#154, Doktor Faustus - Thomas Mann
Bu kitaba başlarken az çok neyle
karşılaşacağımı biliyordum. “Faust” ya da “ruhunu şeytana satan adam” fikri
daha önce duyduğum bir şeydi. Her ne kadar Goethe’nin bu adlı ünlü kitabından
haberdar olsam da, Thomas Mann’ın Faust’unu daha önce okumuş oldum.
Kitap bir biyografiymişçesine yazılmıştı.
Besteci Adrian Leverkühn’ün çocukluktan beri en yakın arkadaşı olan Filolog
Doktor Serenus Zeitblom’ın gözünden anlatılan bir kitaptı. Adrian birkaç yıl önce
ölmüştür ve Serenus onun hayatını anlatmaya karar vermiştir. Serenus önce
kendini ve ailesini anlatarak kitaba başlar, sonra da Adrian’ın ailesini
anlatarak devam eder. Adrian aslında Serenus’tan birkaç yaş küçüktür ama hızlı
öğrenme yeteneği sayesinde evde öğrenim hayatı sonlanmış, Serenus’la aynı sınıfta
okula gitmeye başlamıştır. Okulda çok kötü bir öğrencidir. O zamanlar yanında
kaldığı amcası bir gün Adrian’ın müziğe olan yeteneğini fark eder, piyanist/müzik
bilimci Kretzschmar’dan ders almasını sağlar.
Sonrasında Serenus ve Adrian Halle’deki okula başlarlar. Adrian teoloji/ilahiyat okumaktadır. Serenus da Adrian’ın bazı derslerine birlikte girdiğinden, ikili “şeytan ve diğer doğaüstü varlıklar” ve “bu varlıkların insanlarla etkileşimleri” üzerine konuşmalar da dinlerler. Adrian metafizik, sayı mistisizmi ve müzikal harmoniyle ilgilenmektedir. Dördüncü dönemin başlarında, diğer öğrenciler arasında geçen siyasal tartışmalar ışığında, Serenus Adrian’ın yakında okulu bırakacağı hissine kapılır. 1905 kış dönemi başlamadan Adrian, Leipzig’deki Kretzschmar’ın yanına gidip müzik ve felsefeyle ilgilenmeye başlar.
1912’de Serenus, Adrian ve Schildknapp’ın
Palestrina’da yaşadıkları yeri ziyarete gider. Sonrasında da Adrian’ın kendi
yazdığı notları kitaba ekler. Bu notların 1912’deki o ziyaretten hemen önce
olduğundan emindir. Adrian “şeytan”ı görmüş, onunla konuşmuştur. Şeytanın
söylediğine göre; yirmi dört yıllığına Adrian’a inanılmaz bir yetenek
bahşedilecektir, cehennemin tüm imkanları Adrian’ın imkanına sunulacaktır.
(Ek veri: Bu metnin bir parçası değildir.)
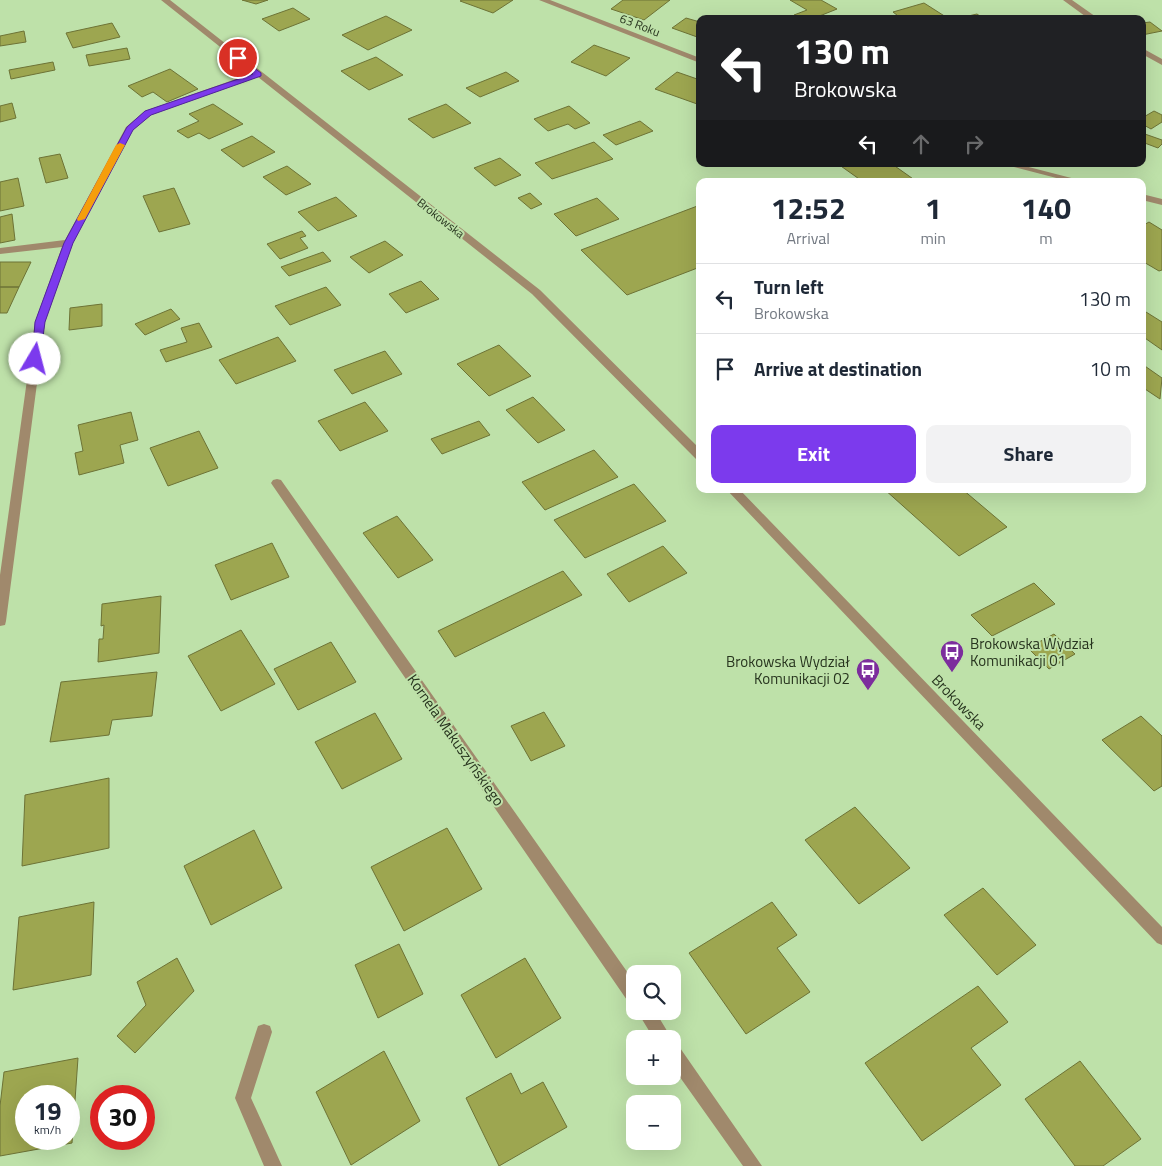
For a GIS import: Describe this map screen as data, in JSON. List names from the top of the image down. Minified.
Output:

Karşılığındaysa Adrian hayatında kimseyi sevmeyecek, cenneti reddedecek ve
yirmi dört yılın sonunda da bedeninin kontrolü şeytana geçecektir. (Buraya
kadar ilk 368 sayfa, Can Yayınları)
Her ne kadar okumaya heyecanlı
olsam da bu kitabı zor okudum. Çok uzundu. Yazar birçok yeri – özellikle müzikle
ilgili olan yerleri sayfalarca uzatmıştı. Evet, kitabın ana karakteri bir
besteciydi, olayın ana karakterlerinden biri de müzikti. Belki de ben müziği,
onu böylesine derinlemesine incelemeye gerek görecek bir şey gibi görmediğim
için, bu bölümler bazılarına hoş gelirken bana gelmedi.
Genelde biyografilerde
karşılaşılan anı tipi anlatımdan, olaylardan bahsetmekten çok kişinin duygu ve
düşüncelerinden bahsediyordu. Sayfalarca tek bir duygu/düşünce üzerinde durulduğu oluyordu. Serenus'un hayatının belli bir bölümünden sonra Adrian ile birlikte yaşamadığını ve görüşmelerinin aralarına uzun zamanların girdiğini düşünürsek, mantıklı bir yaklaşım olabilirdi, ama yine de çok çok çok uzun olan yerler de vardı.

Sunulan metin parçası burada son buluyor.